- [WHAT YOU WILL DO] Copy out each entry precisely; no image belongs in the result.

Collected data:
--- START ---

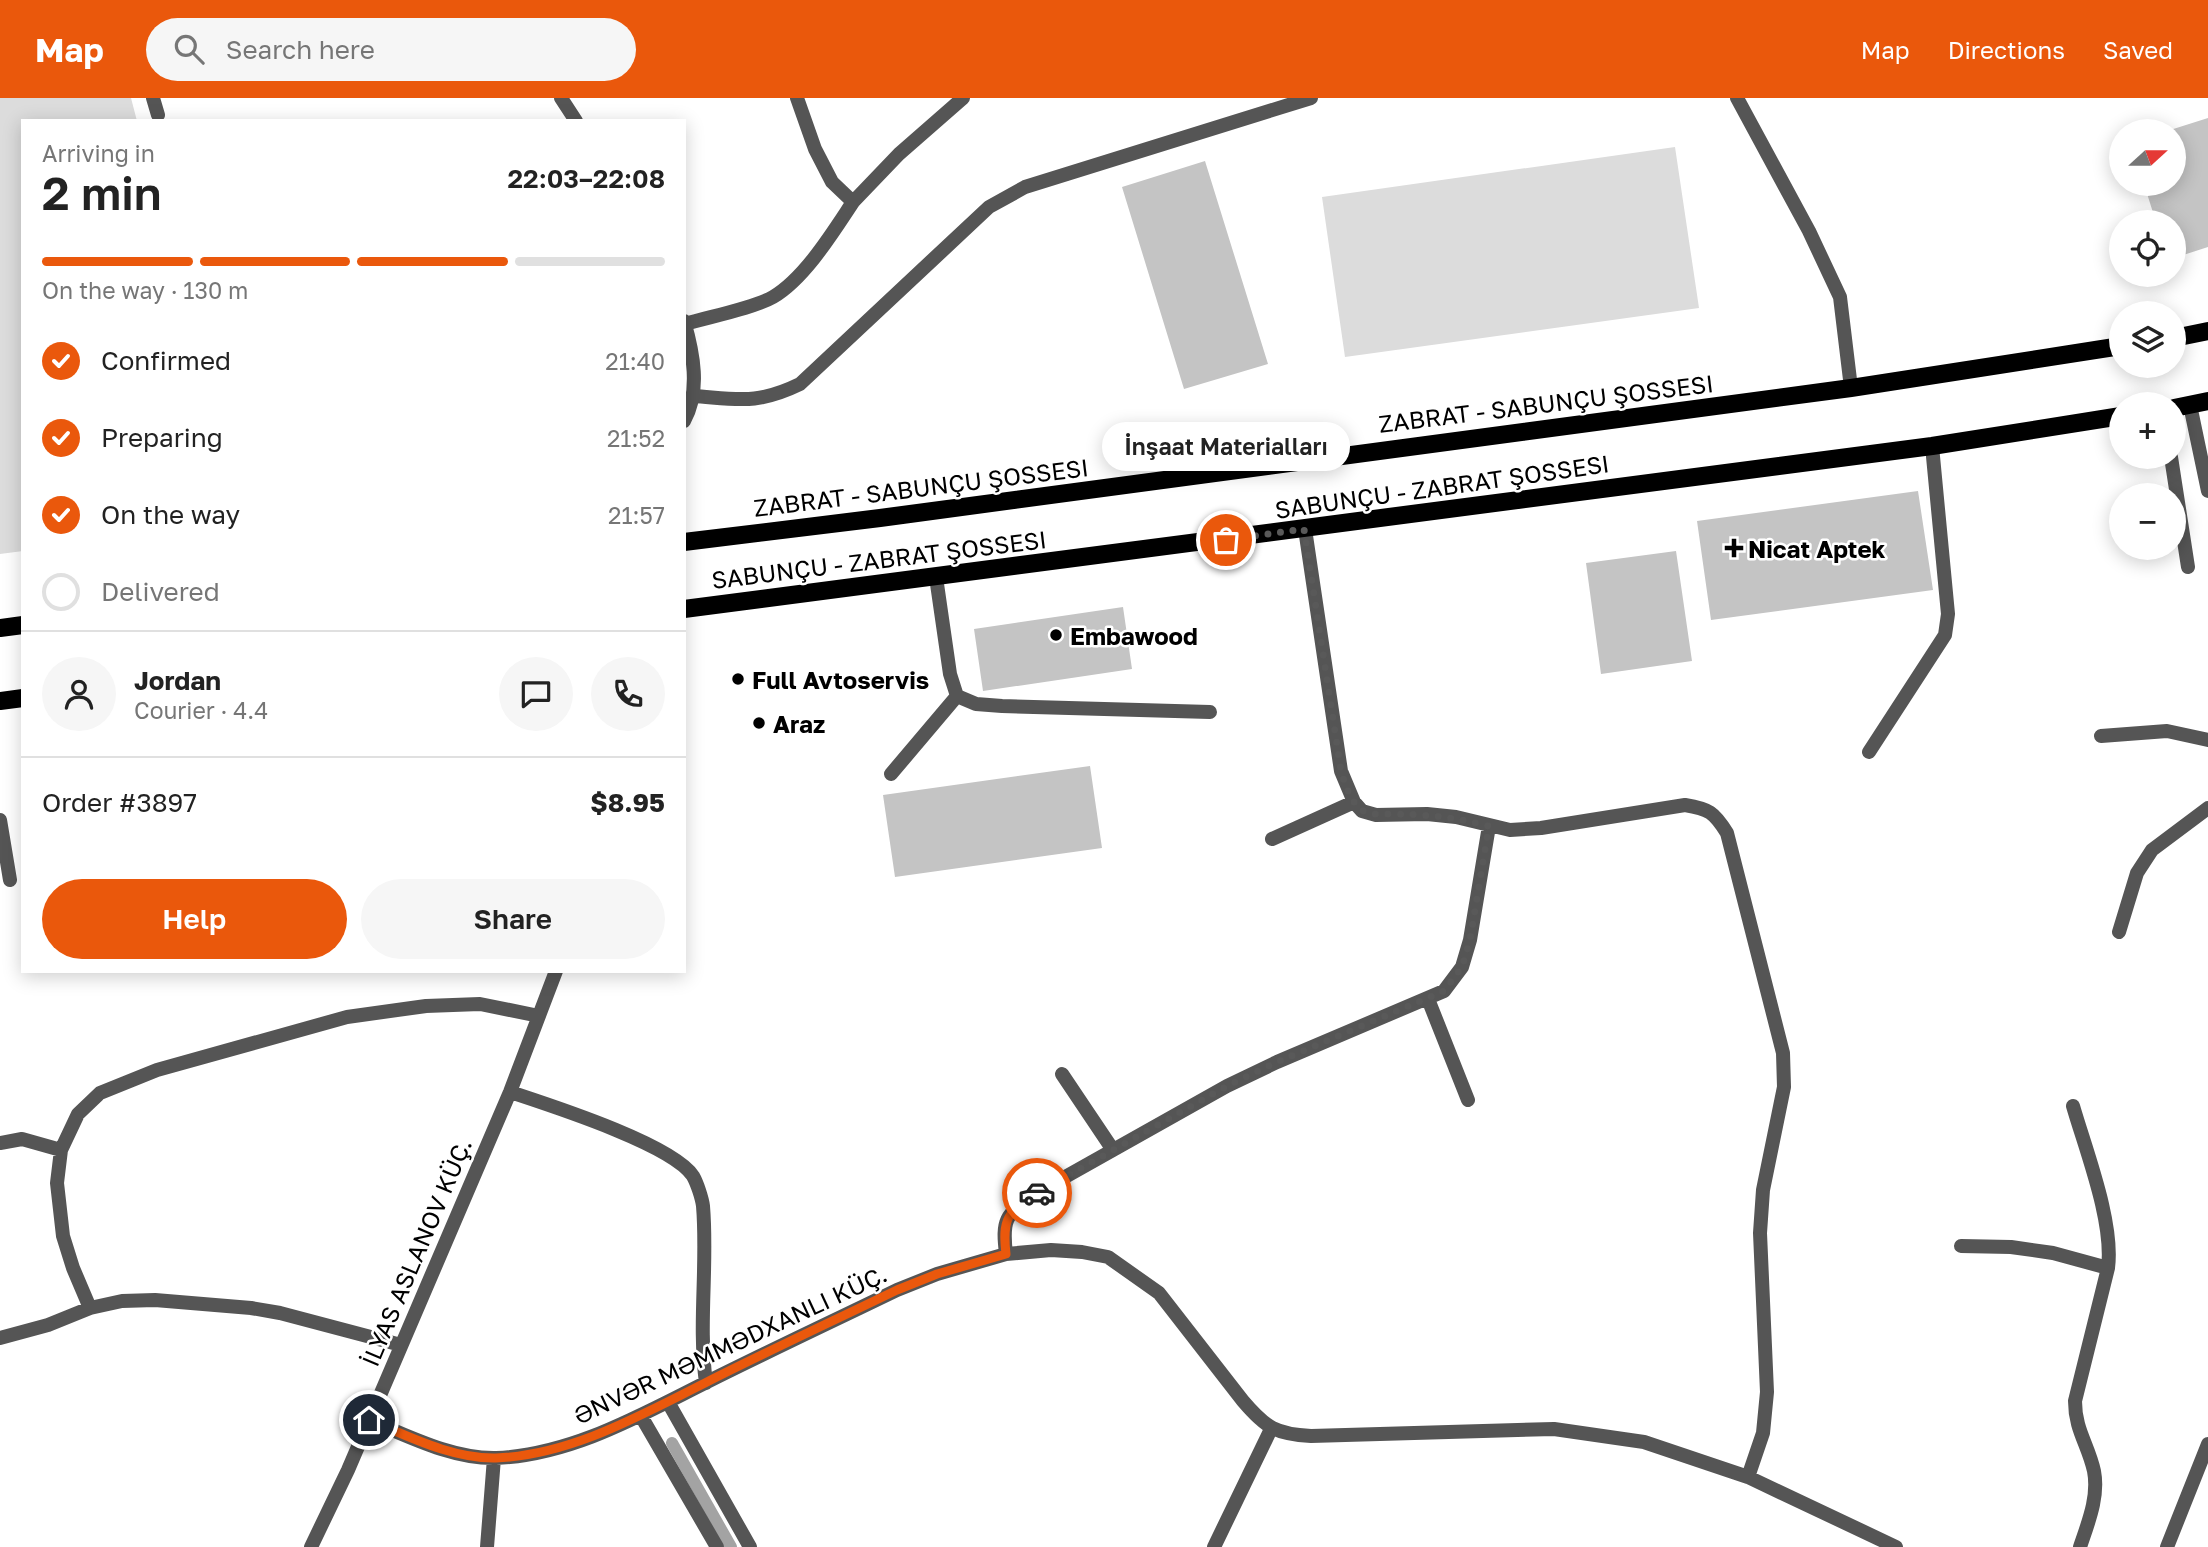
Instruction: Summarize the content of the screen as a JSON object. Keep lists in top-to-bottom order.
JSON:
{
  "streets": {
    "main road": ["ZABRAT - SABUNÇU ŞOSSESI", "SABUNÇU - ZABRAT ŞOSSESI"],
    "street": ["İLYAS ASLANOV KÜÇ."]
  },
  "places": {
    "other": [
      "İnşaat Materialları",
      "Embawood",
      "Full Avtoservis",
      "Araz"
    ],
    "health": ["Nicat Aptek"]
  },
  "north": "right",
  "page": {
    "header": "Map",
    "search": "Search here",
    "nav": ["Map", "Directions", "Saved"],
    "map_buttons": ["+", "−"],
    "heading": ["2 min", "Arriving in", "22:03–22:08"],
    "panel": [
      "Jordan",
      "Courier · 4.4",
      "Order #3897",
      "$8.95"
    ],
    "bar": "On the way · 130 m",
    "list": [
      ["Confirmed", "21:40"],
      ["Preparing", "21:52"],
      ["On the way", "21:57"],
      "Delivered"
    ],
    "bubble": "İnşaat Materialları",
    "buttons": ["Help", "Share"]
  }
}
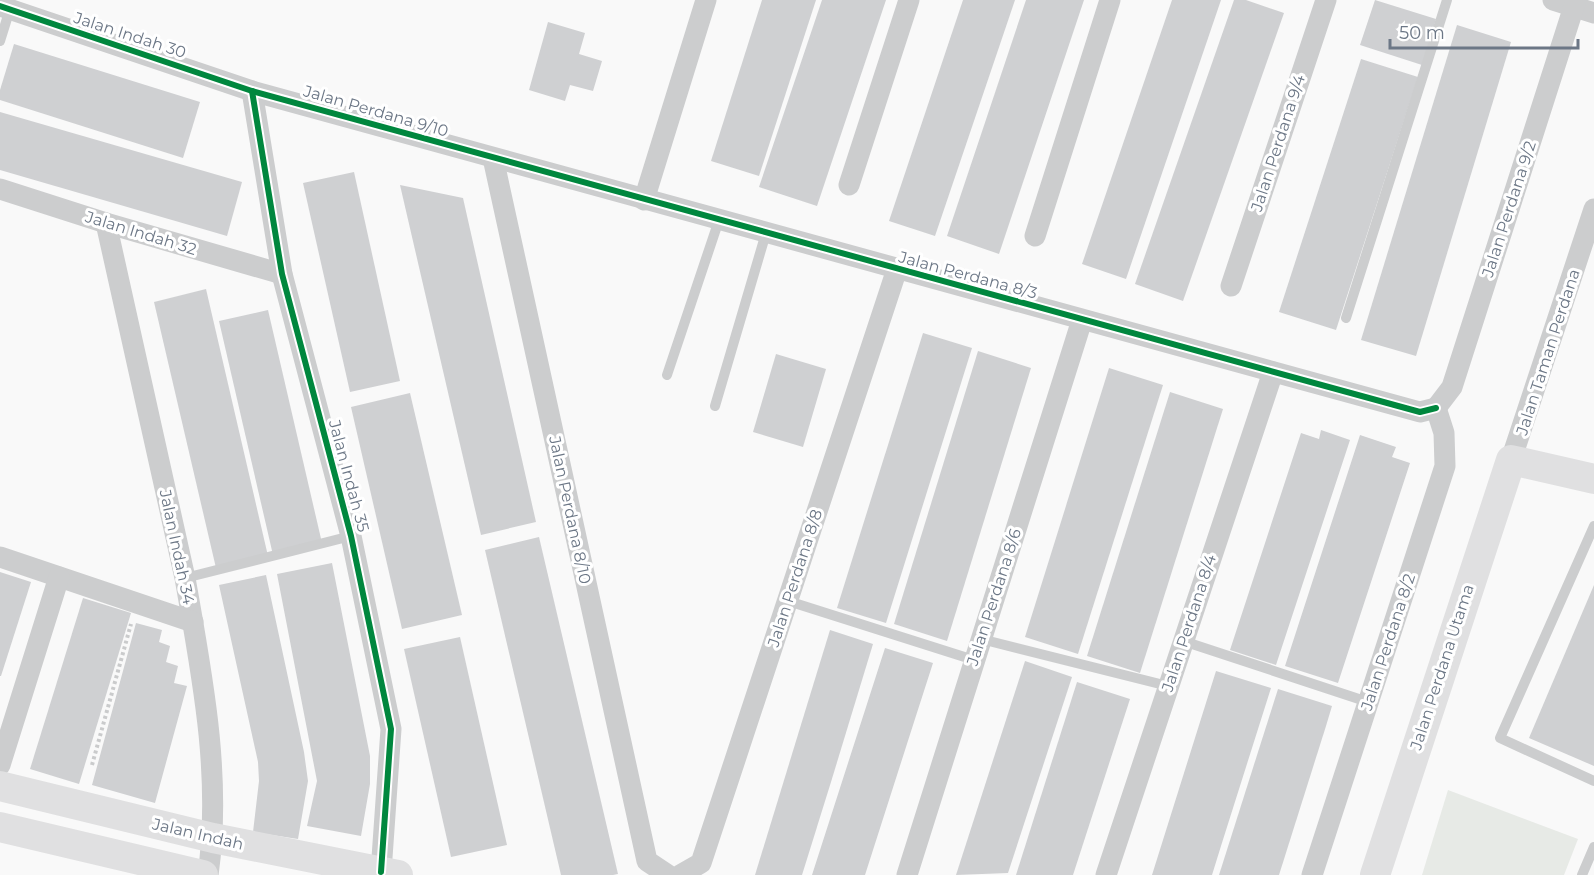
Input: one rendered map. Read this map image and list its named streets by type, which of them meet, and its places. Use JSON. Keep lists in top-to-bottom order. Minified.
{"streets":{"street":["Jalan Indah 30","Jalan Perdana 9/10","Jalan Perdana 9/4","Jalan Perdana 9/2","Jalan Indah 32","Jalan Perdana 8/3","Jalan Taman Perdana","Jalan Indah 35","Jalan Perdana 8/10","Jalan Indah 34","Jalan Perdana 8/8","Jalan Perdana 8/6","Jalan Perdana 8/4","Jalan Perdana 8/2","Jalan Perdana Utama","Jalan Indah"]},"crossings":[["Jalan Indah 30","Jalan Perdana 9/10"],["Jalan Indah 30","Jalan Indah 35"],["Jalan Perdana 9/10","Jalan Perdana 8/3"],["Jalan Perdana 9/10","Jalan Indah 35"],["Jalan Perdana 9/10","Jalan Perdana 8/10"],["Jalan Perdana 9/2","Jalan Perdana 8/3"],["Jalan Perdana 9/2","Jalan Perdana 8/2"],["Jalan Indah 32","Jalan Indah 35"],["Jalan Indah 32","Jalan Indah 34"],["Jalan Perdana 8/3","Jalan Perdana 8/10"],["Jalan Perdana 8/3","Jalan Perdana 8/8"],["Jalan Perdana 8/3","Jalan Perdana 8/6"],["Jalan Perdana 8/3","Jalan Perdana 8/4"],["Jalan Perdana 8/3","Jalan Perdana 8/2"],["Jalan Taman Perdana","Jalan Perdana Utama"],["Jalan Indah 35","Jalan Indah"],["Jalan Indah 34","Jalan Indah"]],"scale_bar":"50 m"}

--- END ---

- [OUTPUT FOR THIS EXERCISE]
Instruction: Summarize the content of the screen as a JSON object. Keep lists in top-to-bottom order.
JSON:
{
  "streets": {
    "main road": ["ZABRAT - SABUNÇU ŞOSSESI", "SABUNÇU - ZABRAT ŞOSSESI"],
    "street": ["İLYAS ASLANOV KÜÇ."]
  },
  "places": {
    "other": [
      "İnşaat Materialları",
      "Embawood",
      "Full Avtoservis",
      "Araz"
    ],
    "health": ["Nicat Aptek"]
  },
  "north": "right",
  "page": {
    "header": "Map",
    "search": "Search here",
    "nav": ["Map", "Directions", "Saved"],
    "map_buttons": ["+", "−"],
    "heading": ["2 min", "Arriving in", "22:03–22:08"],
    "panel": [
      "Jordan",
      "Courier · 4.4",
      "Order #3897",
      "$8.95"
    ],
    "bar": "On the way · 130 m",
    "list": [
      ["Confirmed", "21:40"],
      ["Preparing", "21:52"],
      ["On the way", "21:57"],
      "Delivered"
    ],
    "bubble": "İnşaat Materialları",
    "buttons": ["Help", "Share"]
  }
}
Input: one rendered map. Read this map image and list its named streets by type, which of them meet, and its places. Use JSON. Keep lists in top-to-bottom order. Minified.
{"streets":{"street":["Jalan Indah 30","Jalan Perdana 9/10","Jalan Perdana 9/4","Jalan Perdana 9/2","Jalan Indah 32","Jalan Perdana 8/3","Jalan Taman Perdana","Jalan Indah 35","Jalan Perdana 8/10","Jalan Indah 34","Jalan Perdana 8/8","Jalan Perdana 8/6","Jalan Perdana 8/4","Jalan Perdana 8/2","Jalan Perdana Utama","Jalan Indah"]},"crossings":[["Jalan Indah 30","Jalan Perdana 9/10"],["Jalan Indah 30","Jalan Indah 35"],["Jalan Perdana 9/10","Jalan Perdana 8/3"],["Jalan Perdana 9/10","Jalan Indah 35"],["Jalan Perdana 9/10","Jalan Perdana 8/10"],["Jalan Perdana 9/2","Jalan Perdana 8/3"],["Jalan Perdana 9/2","Jalan Perdana 8/2"],["Jalan Indah 32","Jalan Indah 35"],["Jalan Indah 32","Jalan Indah 34"],["Jalan Perdana 8/3","Jalan Perdana 8/10"],["Jalan Perdana 8/3","Jalan Perdana 8/8"],["Jalan Perdana 8/3","Jalan Perdana 8/6"],["Jalan Perdana 8/3","Jalan Perdana 8/4"],["Jalan Perdana 8/3","Jalan Perdana 8/2"],["Jalan Taman Perdana","Jalan Perdana Utama"],["Jalan Indah 35","Jalan Indah"],["Jalan Indah 34","Jalan Indah"]],"scale_bar":"50 m"}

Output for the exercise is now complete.